Such is the story of the reform campaign, as it depended upon the man and embodied the “lesson.” The connection of these incidental revelations with the principle of the reform lies in this, that the principle of the reform is entirely different and in a sense directly opposed to the principle which the “revelations” may be said to embody. But this very opposition makes the need of a leader “as a fulcrum” fit, curiously enough, into a broad argument for “concentration for efficiency.” The work of the new Boston Board, which will best illustrate the practical effects of the reform, can itself be more profitably reviewed in the light of this broader argument. For the argument puts a new construction upon the reform, causing it to appear no longer as an isolated educational movement, but as part of a wide social readjustment demanded by the peculiar needs of our day. It presents, in other words, a philosophy into which the results of the reform fit like the articles of a creed.
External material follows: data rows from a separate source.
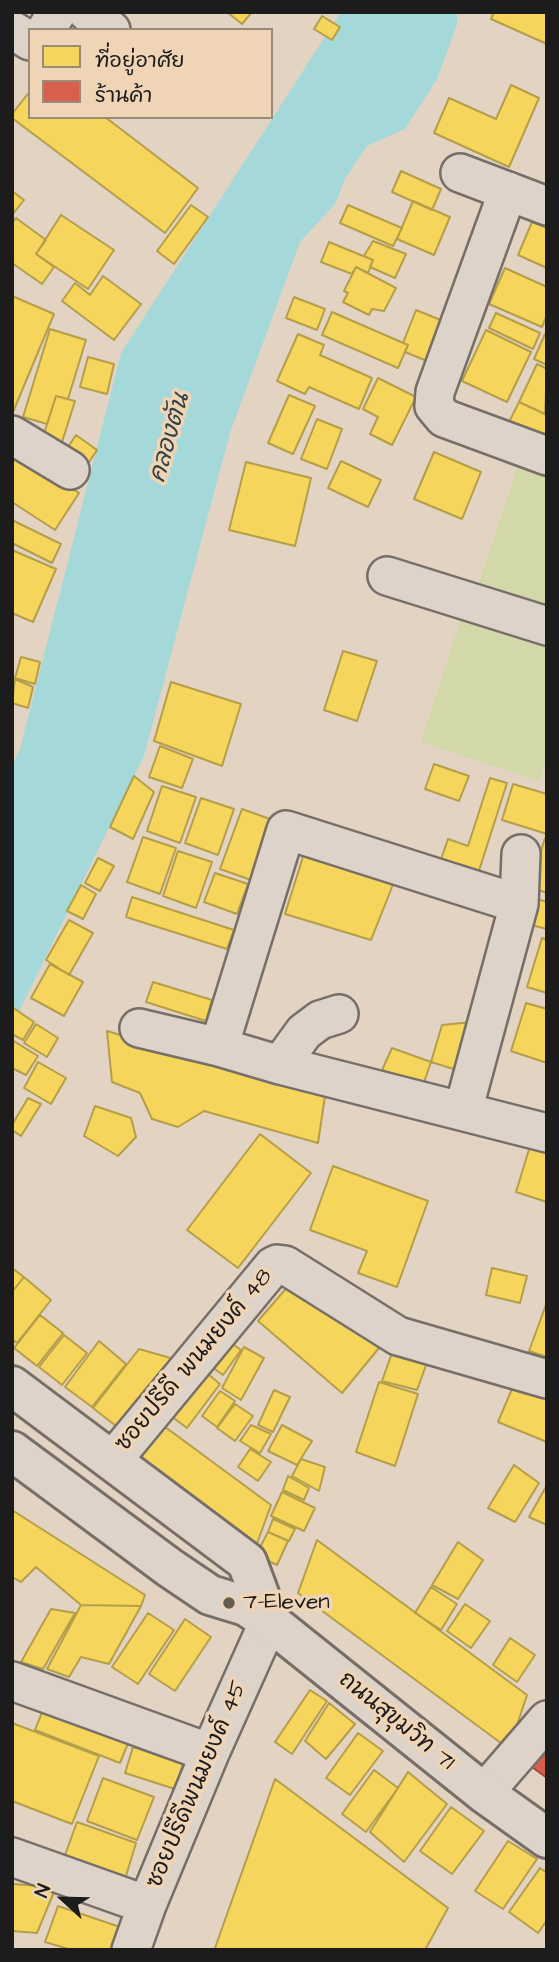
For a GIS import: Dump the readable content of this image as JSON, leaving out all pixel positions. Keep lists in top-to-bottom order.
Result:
{
  "streets": {
    "main road": ["ถนนสุขุมวิท 71"],
    "street": ["ซอยปรีดี พนมยงค์ 48", "ซอยปรีดีพนมยงค์ 45"]
  },
  "crossings": [
    ["ถนนสุขุมวิท 71", "ซอยปรีดีพนมยงค์ 45"]
  ],
  "water": ["คลองตัน"],
  "places": ["7-Eleven"],
  "legend": ["ที่อยู่อาศัย", "ร้านค้า"],
  "north": "left"
}
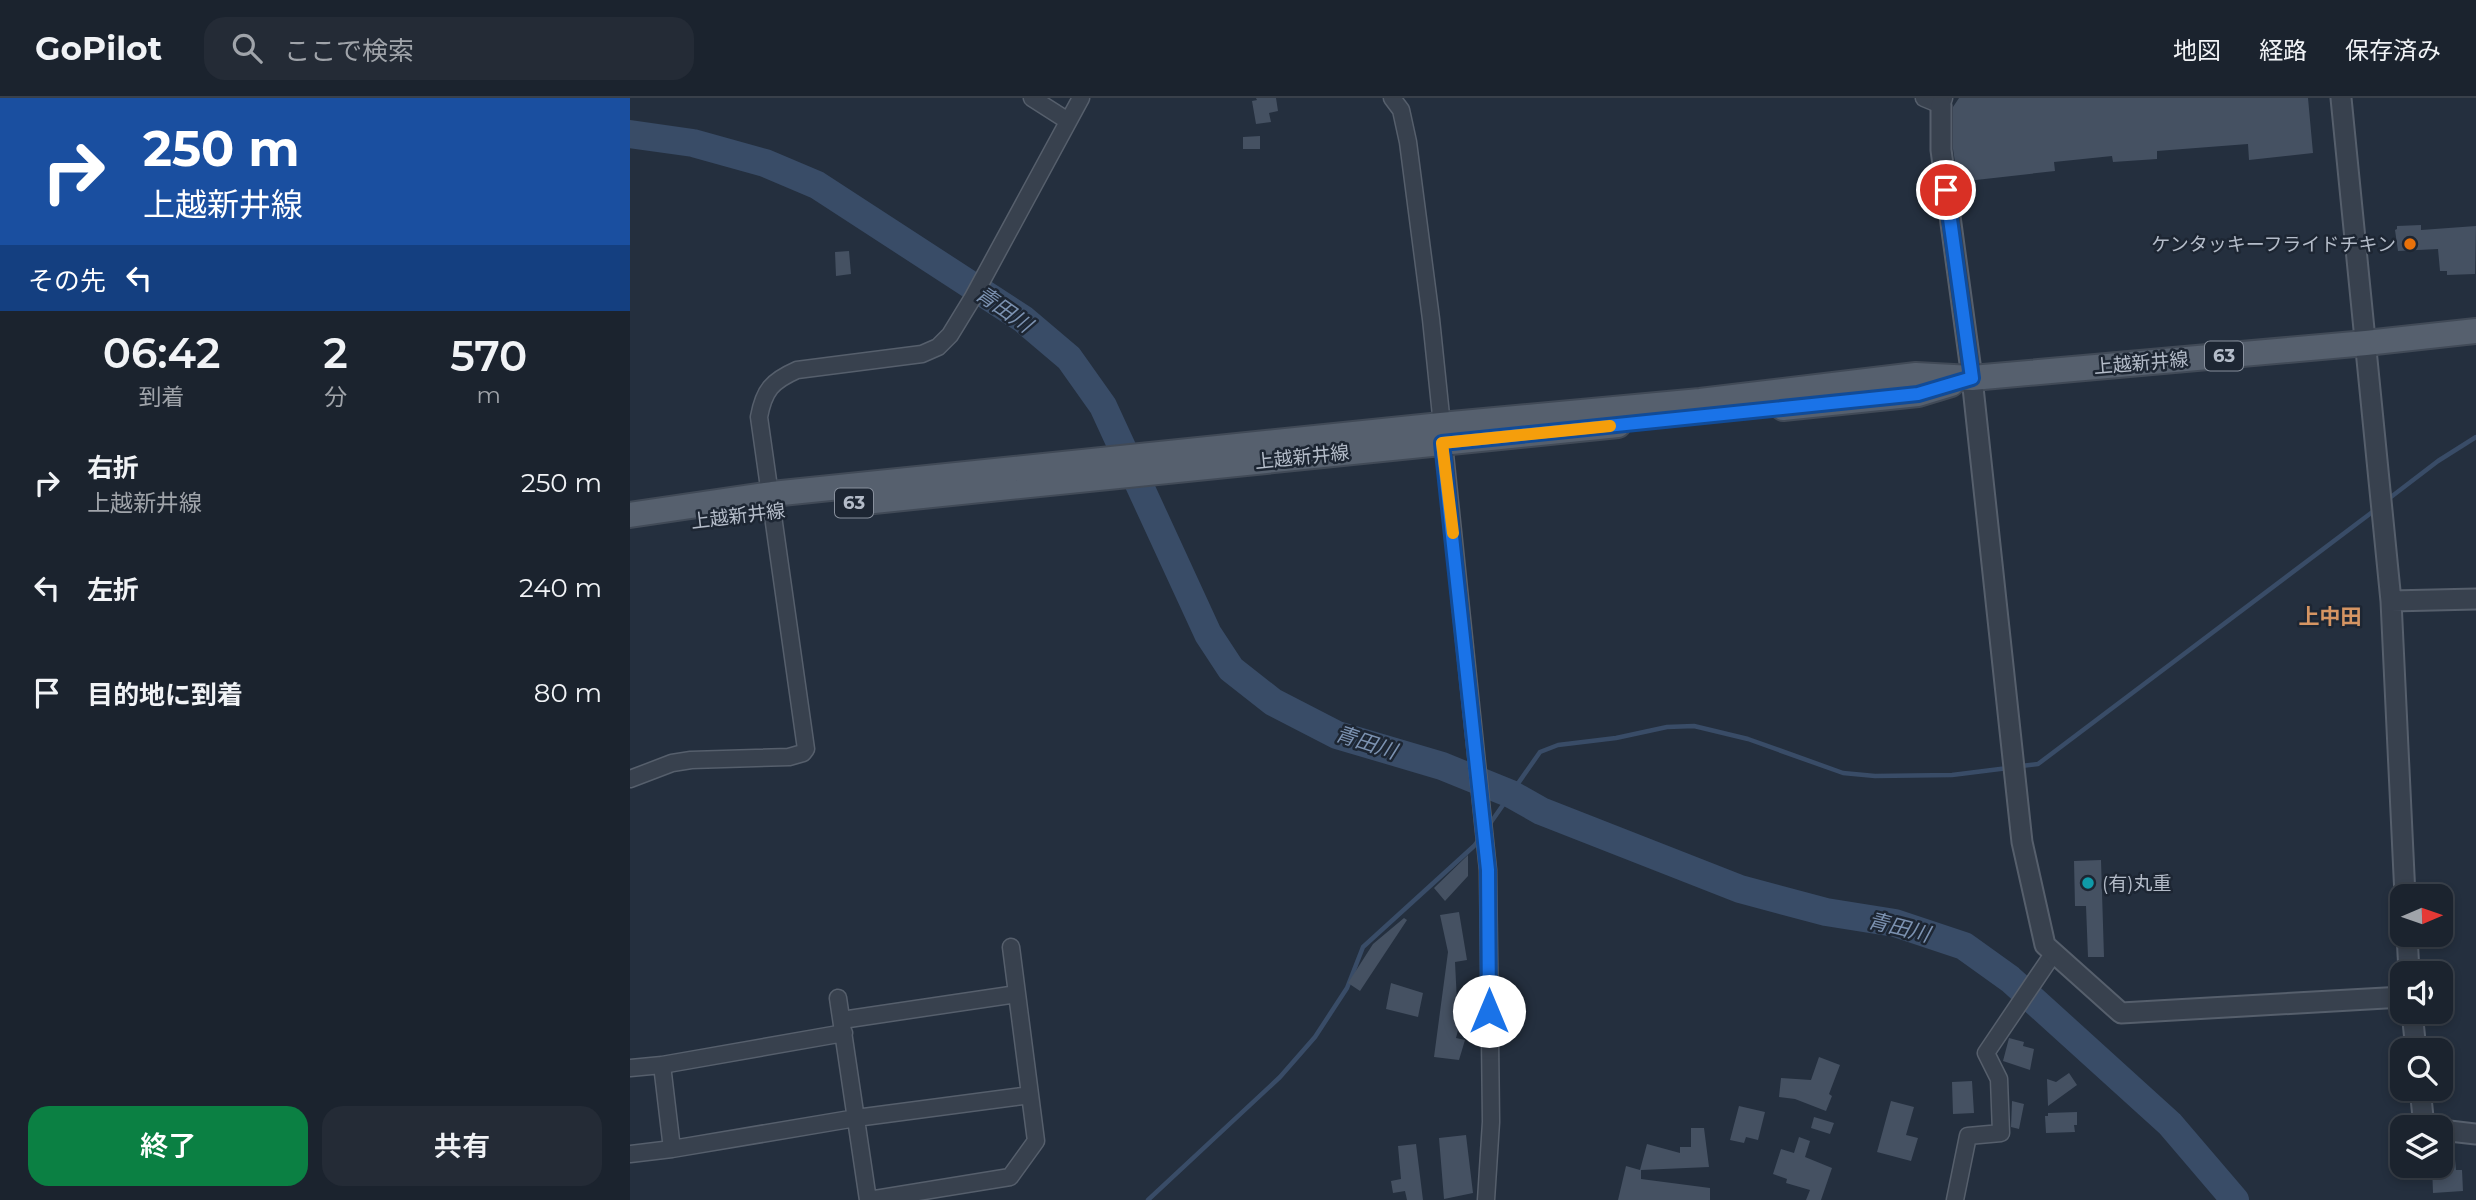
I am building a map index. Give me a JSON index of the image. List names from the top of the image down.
{
  "streets": {
    "main road": ["63", "上越新井線"]
  },
  "districts": ["上中田"],
  "water": ["青田川"],
  "places": ["ケンタッキーフライドチキン", "(有)丸重"],
  "north": "right",
  "page": {
    "header": "GoPilot",
    "search": "ここで検索",
    "nav": ["地図", "経路", "保存済み"],
    "turn": ["250 m", "上越新井線"],
    "then": "その先",
    "eta": [
      "06:42",
      "到着",
      "2",
      "分",
      "570",
      "m"
    ],
    "list": [
      {
        "name": "右折",
        "note": "上越新井線",
        "value": "250 m"
      },
      {
        "name": "左折",
        "value": "240 m"
      },
      {
        "name": "目的地に到着",
        "value": "80 m"
      }
    ],
    "buttons": ["終了", "共有"]
  }
}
The philosophy is as simple as the reform, and as fundamental. It concerns itself merely with the question, “How many ?” The campaign demanded concentration to the point of one-man power; the reformers worked for concentration to the point of five-man power. Here is a difference, apparently, only in degree. As a matter of fact, however, there is involved also a difference in kind. It frequently happens in human affairs that a difference between five and one means more than a difference of four. In this case it means a difference of four plus the difference between the kind of command needed in a fight and the kind of command needed in the administration of public affairs.
Evidently the latter sort of command, far more than the former, is characteristic of our day. Broadly speaking, the age is not an age of war. Modern civilization seldom reproduces that stress of tribal conflict which evolved the tyrant. The fear of swift death at the hands of hostile tribesmen no longer compels us to submit to the command of a single military leader. Under milder penalties, and in those few activities which are the softer analogues of war, the necessity for one-man power does still, of course, exist. Witness our case in point, the political campaign: whether for reform or for party power, its success depends on leadership. Witness also athletics and the sterner exigencies of railroading and of life at sea. These examples show our continued need of commanders in activities which partake of the nature of war; but such activities cannot be called distinctively modern.
Yet activities distinctively modern do demand a certain degree of concentration. The “unconcentrated” representative assembly is no more truly a typically modern form of control than is the tyrant. It is true that in the long struggle for personal liberty against the power of kings, the representative assembly played an indispensable part. To establish democracy and to define its scope, the discussions of deliberative assemblies were essential. That work is likely to remain uncompleted for centuries, and the deliberative assembly, in consequence, for centuries indispensable. This argument does not demand that representative assemblies be condemned root and branch. No one is likely to deny that wherever prolonged deliberation is necessary, the large assembly will always be the best agent of civilization, — witness the great associations of scientific men, of merchants, and of educators. Nor are we likely to recommend radical changes in our national government. That institution has still before it the great work of extending and defining democracy. It is the heart of democracy, which beats as strongly now as when our body politic was born. We have no desire to apply the knife to it. But the extremities are not the heart. City government, school government, church government, the control of public trusts and corporate affairs generally, do not involve the functions of the national government. They do not call for the extension and definition of democracy by means of large representation. In them small representation will guard quite as well the democratic principle and will serve much better the business in hand.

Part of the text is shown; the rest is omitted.